_Supplied data_.
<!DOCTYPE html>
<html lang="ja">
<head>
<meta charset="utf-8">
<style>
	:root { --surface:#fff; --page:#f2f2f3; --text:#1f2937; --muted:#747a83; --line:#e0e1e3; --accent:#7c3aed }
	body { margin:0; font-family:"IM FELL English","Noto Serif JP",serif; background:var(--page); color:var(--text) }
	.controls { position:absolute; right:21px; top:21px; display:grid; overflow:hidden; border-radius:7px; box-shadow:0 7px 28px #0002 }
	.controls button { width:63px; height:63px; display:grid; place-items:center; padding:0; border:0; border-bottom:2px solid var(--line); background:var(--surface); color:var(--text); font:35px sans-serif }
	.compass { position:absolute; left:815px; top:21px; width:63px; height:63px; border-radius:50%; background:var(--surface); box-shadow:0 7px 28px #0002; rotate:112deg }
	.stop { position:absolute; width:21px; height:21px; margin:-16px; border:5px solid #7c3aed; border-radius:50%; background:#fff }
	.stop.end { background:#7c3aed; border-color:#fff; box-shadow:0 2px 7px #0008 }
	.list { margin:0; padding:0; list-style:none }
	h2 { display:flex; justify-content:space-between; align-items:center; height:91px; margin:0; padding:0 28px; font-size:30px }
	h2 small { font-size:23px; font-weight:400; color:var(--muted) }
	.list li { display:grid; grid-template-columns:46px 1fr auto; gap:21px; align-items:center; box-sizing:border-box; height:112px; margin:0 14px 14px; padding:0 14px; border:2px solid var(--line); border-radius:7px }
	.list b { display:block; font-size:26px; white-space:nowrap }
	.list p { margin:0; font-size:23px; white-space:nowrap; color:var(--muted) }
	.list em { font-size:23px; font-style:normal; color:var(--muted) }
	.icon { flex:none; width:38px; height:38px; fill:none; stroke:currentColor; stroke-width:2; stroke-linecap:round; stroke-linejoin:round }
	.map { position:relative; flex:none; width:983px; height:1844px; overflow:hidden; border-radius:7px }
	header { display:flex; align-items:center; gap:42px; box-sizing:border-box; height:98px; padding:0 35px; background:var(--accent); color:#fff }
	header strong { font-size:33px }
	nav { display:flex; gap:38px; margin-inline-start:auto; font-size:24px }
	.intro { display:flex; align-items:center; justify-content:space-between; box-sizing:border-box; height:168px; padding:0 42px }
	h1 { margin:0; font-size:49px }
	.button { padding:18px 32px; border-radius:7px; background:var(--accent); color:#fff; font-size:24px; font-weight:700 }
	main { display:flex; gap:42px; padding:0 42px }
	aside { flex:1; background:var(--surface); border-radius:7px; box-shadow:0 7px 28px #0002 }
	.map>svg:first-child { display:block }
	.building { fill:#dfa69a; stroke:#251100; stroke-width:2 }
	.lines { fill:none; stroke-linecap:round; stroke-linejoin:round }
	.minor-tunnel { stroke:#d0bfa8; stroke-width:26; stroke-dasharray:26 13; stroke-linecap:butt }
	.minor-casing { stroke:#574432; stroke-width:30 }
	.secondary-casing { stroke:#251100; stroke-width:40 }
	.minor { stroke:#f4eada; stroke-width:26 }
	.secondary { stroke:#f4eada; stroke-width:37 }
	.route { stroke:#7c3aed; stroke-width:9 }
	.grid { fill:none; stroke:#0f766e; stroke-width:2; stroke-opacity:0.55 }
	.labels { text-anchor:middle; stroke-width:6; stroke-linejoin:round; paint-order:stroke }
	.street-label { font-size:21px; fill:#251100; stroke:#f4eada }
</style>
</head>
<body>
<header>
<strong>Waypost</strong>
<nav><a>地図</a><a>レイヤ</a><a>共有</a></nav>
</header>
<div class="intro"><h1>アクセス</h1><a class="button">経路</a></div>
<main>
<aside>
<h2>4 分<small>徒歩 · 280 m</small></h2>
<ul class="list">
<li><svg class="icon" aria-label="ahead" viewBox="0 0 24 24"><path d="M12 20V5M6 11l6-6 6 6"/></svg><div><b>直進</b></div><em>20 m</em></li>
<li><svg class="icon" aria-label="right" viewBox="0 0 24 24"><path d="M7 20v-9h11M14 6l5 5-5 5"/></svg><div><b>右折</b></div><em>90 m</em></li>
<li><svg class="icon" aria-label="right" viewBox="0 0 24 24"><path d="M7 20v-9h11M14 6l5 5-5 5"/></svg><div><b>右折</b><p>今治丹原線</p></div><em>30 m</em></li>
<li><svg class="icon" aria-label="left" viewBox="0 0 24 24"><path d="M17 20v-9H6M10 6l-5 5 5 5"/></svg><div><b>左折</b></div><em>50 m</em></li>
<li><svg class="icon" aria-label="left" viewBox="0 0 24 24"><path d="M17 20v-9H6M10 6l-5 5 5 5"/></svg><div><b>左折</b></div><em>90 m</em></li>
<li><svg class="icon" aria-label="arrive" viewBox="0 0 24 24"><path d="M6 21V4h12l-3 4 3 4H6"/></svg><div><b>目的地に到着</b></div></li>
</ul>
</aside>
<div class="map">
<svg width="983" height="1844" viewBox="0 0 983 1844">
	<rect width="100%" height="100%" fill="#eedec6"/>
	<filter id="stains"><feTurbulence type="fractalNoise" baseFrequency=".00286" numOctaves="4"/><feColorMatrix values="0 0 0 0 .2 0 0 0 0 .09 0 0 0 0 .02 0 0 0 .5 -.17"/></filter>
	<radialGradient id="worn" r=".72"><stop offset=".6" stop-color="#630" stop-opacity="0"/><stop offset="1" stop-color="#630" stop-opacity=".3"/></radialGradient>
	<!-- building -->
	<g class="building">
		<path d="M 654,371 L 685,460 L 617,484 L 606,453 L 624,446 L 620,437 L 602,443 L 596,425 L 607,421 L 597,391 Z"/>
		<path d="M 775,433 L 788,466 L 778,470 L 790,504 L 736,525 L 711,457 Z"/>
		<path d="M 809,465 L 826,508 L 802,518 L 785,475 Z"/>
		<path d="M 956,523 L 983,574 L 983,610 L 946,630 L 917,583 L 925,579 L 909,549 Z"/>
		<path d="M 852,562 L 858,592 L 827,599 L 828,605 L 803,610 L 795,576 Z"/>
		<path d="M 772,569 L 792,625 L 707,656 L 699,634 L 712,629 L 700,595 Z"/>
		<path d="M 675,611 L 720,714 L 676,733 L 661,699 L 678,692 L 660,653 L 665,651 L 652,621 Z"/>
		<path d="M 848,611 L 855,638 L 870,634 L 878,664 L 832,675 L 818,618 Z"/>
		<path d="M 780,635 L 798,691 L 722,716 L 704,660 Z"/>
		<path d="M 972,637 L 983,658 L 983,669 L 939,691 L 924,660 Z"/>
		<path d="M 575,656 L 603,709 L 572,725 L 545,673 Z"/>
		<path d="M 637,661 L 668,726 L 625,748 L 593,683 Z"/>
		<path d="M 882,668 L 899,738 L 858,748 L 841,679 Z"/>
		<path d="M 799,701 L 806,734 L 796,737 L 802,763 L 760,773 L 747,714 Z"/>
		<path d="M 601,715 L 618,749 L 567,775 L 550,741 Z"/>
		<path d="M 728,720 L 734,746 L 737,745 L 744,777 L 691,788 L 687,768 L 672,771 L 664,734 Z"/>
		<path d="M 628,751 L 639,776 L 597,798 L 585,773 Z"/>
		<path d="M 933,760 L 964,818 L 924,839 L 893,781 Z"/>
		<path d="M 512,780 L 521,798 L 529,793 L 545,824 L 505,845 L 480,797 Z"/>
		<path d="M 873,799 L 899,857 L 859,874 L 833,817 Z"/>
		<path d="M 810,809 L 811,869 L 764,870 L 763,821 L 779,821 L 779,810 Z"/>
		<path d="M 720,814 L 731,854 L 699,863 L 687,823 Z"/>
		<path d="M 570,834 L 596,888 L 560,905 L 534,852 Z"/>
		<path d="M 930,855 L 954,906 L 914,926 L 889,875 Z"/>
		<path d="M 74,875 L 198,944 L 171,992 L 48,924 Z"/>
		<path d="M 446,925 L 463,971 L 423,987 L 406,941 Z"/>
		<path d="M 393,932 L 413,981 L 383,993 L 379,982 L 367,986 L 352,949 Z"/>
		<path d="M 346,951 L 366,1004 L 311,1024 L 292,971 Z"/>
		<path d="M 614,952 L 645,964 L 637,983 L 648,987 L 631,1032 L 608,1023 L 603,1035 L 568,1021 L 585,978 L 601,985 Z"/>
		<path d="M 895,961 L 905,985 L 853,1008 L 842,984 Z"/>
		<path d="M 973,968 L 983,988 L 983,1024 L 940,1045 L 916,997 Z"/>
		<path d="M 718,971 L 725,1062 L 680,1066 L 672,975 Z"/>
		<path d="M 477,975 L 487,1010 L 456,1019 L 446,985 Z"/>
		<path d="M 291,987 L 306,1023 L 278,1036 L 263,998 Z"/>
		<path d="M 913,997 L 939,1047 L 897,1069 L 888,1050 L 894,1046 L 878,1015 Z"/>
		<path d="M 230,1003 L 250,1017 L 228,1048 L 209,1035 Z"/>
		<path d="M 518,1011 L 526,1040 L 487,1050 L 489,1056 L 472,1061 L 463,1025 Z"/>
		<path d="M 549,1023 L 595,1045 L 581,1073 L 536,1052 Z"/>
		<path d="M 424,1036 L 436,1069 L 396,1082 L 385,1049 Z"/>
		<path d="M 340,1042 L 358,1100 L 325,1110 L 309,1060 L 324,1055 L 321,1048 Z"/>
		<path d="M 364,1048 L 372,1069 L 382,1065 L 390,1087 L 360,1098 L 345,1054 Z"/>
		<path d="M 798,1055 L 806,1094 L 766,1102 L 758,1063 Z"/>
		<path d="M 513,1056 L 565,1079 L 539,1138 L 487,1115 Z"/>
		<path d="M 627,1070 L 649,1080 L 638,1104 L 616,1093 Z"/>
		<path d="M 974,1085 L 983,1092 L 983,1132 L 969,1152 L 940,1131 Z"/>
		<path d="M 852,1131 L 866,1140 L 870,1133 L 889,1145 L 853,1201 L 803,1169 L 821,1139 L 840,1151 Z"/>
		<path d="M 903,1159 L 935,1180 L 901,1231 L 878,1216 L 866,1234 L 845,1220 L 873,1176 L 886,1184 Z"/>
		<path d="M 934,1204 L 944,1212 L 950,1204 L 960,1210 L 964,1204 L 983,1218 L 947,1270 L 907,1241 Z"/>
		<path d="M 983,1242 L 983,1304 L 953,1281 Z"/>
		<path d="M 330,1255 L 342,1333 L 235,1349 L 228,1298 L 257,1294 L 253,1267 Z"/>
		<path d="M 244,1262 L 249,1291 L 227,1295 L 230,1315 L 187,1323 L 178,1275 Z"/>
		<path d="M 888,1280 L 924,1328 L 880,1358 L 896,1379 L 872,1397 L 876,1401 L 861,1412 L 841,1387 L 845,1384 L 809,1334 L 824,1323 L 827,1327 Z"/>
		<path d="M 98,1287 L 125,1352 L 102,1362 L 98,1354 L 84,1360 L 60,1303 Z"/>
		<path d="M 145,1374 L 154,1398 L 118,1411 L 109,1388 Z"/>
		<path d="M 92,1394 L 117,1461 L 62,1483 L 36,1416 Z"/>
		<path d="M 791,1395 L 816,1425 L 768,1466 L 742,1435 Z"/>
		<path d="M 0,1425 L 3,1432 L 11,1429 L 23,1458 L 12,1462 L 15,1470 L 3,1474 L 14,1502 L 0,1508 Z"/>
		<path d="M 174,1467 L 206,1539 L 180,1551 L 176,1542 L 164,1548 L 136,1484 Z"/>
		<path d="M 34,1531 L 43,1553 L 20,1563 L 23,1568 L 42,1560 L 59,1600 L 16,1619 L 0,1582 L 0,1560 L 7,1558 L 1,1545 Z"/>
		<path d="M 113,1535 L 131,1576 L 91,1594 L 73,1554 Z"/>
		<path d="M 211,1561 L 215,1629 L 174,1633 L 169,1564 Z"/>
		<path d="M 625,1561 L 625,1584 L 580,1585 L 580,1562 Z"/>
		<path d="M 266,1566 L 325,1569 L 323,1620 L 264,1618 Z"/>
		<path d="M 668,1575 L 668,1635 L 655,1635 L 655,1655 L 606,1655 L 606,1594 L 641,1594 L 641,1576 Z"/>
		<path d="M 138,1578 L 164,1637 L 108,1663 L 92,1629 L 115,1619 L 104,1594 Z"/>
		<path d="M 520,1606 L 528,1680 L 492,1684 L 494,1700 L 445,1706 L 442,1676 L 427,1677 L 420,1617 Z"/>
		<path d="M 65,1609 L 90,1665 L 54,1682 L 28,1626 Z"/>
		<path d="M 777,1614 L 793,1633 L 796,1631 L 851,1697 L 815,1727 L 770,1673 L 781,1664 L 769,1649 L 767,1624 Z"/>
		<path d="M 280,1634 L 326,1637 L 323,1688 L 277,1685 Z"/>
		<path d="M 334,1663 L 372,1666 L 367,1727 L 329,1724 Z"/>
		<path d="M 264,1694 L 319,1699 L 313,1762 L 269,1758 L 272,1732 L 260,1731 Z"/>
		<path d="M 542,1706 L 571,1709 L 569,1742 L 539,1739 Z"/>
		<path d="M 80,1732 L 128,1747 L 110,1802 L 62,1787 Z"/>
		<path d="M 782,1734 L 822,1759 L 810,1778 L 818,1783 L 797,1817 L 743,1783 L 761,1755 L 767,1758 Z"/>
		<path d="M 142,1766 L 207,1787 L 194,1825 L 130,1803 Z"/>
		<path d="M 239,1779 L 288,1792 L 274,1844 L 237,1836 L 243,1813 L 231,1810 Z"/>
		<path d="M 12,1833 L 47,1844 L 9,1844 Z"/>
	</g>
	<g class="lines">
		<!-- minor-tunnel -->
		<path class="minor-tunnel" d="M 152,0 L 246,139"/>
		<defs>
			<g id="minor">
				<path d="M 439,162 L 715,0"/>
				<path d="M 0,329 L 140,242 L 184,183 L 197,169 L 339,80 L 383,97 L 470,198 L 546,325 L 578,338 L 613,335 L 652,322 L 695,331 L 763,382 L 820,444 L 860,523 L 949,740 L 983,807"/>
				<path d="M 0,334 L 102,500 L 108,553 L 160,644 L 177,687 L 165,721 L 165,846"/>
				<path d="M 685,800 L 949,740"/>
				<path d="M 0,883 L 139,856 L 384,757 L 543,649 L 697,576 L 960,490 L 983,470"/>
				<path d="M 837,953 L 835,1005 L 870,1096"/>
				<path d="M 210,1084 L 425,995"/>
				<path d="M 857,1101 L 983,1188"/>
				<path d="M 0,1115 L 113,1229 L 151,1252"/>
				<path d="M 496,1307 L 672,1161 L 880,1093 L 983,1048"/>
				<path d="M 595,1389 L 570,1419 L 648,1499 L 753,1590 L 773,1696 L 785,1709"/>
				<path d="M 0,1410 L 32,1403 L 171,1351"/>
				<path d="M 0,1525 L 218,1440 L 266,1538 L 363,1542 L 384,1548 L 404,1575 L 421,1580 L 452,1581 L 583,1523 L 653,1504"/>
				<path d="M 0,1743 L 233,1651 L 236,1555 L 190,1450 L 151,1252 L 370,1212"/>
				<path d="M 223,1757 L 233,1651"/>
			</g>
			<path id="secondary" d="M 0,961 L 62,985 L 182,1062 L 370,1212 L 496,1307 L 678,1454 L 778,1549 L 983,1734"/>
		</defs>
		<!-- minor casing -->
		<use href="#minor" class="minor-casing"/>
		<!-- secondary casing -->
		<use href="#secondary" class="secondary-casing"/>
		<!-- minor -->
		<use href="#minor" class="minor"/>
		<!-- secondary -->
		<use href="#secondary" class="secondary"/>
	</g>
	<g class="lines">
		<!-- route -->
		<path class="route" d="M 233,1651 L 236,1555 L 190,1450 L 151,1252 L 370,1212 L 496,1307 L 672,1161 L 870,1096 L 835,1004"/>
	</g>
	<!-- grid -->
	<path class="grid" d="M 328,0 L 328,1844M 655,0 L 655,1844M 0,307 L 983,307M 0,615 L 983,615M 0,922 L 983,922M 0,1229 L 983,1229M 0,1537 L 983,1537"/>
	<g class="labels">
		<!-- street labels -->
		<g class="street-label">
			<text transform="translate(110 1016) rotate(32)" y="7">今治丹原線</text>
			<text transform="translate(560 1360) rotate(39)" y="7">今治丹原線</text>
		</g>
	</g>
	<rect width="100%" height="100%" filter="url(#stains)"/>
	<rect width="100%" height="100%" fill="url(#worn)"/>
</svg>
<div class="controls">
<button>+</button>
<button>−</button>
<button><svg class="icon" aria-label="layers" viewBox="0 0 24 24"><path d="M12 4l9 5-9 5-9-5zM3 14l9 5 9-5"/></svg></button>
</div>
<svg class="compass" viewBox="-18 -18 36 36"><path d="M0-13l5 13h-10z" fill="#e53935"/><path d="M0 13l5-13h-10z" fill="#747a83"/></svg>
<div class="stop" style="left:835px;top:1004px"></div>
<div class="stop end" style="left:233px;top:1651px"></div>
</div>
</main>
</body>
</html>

_Task goal_.
Only the lines from the first one of the listing up to and including the line where "--surface:#fff; --page:#f2f2f3; --text:#1f2937;" appears are wanted, reproduced exactly.

_Completed task_.
<!DOCTYPE html>
<html lang="ja">
<head>
<meta charset="utf-8">
<style>
	:root { --surface:#fff; --page:#f2f2f3; --text:#1f2937; --muted:#747a83; --line:#e0e1e3; --accent:#7c3aed }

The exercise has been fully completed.